======== Supplied material ========
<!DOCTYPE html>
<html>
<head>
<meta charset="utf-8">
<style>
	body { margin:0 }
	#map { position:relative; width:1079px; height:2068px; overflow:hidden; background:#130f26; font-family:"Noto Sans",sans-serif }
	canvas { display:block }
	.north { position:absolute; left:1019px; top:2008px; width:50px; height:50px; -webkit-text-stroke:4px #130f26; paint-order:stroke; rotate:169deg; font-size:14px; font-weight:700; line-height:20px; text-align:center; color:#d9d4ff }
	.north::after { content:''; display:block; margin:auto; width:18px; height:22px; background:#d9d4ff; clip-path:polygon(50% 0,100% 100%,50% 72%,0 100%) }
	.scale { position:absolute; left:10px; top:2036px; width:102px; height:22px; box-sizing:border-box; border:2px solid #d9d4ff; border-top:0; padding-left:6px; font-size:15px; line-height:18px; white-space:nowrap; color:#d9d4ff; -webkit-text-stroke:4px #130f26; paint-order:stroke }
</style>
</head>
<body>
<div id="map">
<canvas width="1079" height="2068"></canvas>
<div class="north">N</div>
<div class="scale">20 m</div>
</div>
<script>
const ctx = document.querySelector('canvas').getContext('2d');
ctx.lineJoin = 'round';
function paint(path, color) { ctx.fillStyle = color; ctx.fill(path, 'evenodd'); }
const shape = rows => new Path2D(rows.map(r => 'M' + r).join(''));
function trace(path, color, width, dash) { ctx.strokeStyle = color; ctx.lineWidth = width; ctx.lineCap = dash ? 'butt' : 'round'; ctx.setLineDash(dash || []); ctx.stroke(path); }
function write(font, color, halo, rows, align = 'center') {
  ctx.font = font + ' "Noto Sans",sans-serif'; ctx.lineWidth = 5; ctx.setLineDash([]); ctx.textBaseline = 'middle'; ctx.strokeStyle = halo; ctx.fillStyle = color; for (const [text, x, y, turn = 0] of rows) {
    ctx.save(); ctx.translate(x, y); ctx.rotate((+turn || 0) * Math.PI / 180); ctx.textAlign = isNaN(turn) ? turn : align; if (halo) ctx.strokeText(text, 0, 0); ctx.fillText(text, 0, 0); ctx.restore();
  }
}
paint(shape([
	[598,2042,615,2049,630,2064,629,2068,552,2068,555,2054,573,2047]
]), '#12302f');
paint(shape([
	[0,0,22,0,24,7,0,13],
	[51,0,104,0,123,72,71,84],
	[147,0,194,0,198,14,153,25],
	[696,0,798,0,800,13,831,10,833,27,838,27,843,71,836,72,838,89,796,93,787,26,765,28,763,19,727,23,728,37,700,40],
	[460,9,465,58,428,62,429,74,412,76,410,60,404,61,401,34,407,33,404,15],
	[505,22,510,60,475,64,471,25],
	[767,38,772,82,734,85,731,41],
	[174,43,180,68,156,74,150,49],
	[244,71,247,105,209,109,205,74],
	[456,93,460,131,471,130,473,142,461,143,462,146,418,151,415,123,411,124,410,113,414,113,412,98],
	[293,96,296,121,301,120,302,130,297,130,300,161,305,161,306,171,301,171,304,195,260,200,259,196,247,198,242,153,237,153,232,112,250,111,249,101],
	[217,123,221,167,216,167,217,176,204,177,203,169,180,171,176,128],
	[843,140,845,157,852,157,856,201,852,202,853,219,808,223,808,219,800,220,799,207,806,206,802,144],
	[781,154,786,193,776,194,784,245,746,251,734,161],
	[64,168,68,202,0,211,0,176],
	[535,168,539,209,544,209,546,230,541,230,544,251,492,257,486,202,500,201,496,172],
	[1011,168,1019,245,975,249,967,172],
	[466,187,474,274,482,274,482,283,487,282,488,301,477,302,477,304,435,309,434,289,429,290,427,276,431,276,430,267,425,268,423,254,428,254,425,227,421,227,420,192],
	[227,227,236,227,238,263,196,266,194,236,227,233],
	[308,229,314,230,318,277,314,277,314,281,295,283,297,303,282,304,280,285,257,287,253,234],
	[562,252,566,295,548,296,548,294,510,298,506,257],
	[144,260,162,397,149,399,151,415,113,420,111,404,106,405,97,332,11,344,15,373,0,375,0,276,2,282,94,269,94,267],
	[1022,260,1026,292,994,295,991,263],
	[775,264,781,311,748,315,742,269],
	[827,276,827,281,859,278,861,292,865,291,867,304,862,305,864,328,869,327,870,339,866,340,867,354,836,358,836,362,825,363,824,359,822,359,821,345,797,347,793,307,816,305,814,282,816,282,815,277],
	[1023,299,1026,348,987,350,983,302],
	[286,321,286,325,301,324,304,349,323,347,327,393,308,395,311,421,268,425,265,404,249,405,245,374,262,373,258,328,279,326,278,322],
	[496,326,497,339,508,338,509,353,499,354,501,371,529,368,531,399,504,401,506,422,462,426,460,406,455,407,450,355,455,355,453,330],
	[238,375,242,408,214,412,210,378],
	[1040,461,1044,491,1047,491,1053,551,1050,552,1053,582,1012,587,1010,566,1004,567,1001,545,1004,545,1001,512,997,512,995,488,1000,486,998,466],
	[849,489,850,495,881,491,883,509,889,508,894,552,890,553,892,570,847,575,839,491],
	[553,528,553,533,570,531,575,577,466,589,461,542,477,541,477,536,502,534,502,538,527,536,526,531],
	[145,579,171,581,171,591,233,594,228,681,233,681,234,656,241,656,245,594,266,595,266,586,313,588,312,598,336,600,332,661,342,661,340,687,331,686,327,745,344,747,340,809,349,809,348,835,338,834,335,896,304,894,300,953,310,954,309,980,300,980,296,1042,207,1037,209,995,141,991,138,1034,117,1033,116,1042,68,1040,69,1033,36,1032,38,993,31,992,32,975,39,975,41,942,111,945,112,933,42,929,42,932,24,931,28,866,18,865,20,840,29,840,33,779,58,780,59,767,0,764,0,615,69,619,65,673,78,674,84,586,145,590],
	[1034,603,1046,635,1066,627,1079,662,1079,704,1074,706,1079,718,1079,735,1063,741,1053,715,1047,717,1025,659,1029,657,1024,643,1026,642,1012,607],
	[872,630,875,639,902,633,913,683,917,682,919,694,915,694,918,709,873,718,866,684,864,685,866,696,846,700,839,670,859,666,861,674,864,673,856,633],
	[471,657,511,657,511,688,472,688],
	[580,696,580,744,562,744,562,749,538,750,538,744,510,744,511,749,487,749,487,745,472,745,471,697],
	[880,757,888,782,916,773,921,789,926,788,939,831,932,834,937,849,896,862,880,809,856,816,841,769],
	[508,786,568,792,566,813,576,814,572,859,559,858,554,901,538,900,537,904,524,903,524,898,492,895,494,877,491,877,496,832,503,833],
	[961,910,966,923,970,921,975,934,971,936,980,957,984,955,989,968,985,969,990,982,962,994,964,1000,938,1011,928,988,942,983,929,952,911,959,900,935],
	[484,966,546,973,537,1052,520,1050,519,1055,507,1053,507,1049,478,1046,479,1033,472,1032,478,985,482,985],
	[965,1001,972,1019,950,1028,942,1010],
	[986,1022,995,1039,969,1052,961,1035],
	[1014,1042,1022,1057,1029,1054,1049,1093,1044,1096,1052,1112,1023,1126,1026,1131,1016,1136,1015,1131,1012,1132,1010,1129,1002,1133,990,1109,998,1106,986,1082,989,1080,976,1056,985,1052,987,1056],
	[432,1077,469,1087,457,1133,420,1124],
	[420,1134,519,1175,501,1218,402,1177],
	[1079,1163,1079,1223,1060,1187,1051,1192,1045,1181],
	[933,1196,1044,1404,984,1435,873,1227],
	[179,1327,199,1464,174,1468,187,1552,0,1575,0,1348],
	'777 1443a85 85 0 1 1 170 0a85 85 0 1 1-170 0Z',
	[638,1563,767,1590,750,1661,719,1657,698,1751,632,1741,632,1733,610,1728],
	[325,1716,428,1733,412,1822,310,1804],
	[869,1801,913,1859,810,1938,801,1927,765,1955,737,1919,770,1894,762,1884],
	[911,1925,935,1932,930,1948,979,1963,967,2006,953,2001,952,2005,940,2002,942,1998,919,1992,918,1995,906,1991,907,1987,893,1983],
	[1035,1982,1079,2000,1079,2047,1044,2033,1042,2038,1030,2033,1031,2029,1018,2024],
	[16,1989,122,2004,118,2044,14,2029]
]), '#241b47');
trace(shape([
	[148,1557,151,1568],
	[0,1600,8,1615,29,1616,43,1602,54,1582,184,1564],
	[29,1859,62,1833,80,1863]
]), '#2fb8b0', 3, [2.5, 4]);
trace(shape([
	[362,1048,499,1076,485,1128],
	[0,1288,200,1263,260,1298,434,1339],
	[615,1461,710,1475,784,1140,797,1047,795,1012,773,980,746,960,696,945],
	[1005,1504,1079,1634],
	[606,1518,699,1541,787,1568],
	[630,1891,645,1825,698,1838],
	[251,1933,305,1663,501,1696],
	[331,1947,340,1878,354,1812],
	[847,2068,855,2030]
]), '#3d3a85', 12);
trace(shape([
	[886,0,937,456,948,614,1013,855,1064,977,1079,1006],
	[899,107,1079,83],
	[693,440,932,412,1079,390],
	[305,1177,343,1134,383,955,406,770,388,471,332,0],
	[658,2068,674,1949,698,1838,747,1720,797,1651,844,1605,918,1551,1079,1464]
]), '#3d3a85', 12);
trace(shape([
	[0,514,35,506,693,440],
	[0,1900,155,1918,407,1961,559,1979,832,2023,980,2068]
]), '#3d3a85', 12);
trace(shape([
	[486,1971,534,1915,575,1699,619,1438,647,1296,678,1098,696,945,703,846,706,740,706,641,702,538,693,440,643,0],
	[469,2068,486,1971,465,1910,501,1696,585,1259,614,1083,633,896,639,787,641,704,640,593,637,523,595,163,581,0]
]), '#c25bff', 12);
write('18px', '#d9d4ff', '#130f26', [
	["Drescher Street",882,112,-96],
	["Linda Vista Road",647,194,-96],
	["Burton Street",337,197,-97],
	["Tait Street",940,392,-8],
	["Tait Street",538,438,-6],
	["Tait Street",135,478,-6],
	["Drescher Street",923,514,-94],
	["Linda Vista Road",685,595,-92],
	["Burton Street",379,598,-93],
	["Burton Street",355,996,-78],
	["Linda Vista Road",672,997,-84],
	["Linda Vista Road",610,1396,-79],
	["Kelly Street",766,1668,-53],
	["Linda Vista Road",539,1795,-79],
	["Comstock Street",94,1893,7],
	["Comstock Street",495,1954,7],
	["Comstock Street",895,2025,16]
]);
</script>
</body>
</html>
========
Your assignment: Find the word "strokeStyle" in the listing above. Copy each line where it appears.

The answer:
function trace(path, color, width, dash) { ctx.strokeStyle = color; ctx.lineWidth = width; ctx.lineCap = dash ? 'butt' : 'round'; ctx.setLineDash(dash || []); ctx.stroke(path); }
  ctx.font = font + ' "Noto Sans",sans-serif'; ctx.lineWidth = 5; ctx.setLineDash([]); ctx.textBaseline = 'middle'; ctx.strokeStyle = halo; ctx.fillStyle = color; for (const [text, x, y, turn = 0] of rows) {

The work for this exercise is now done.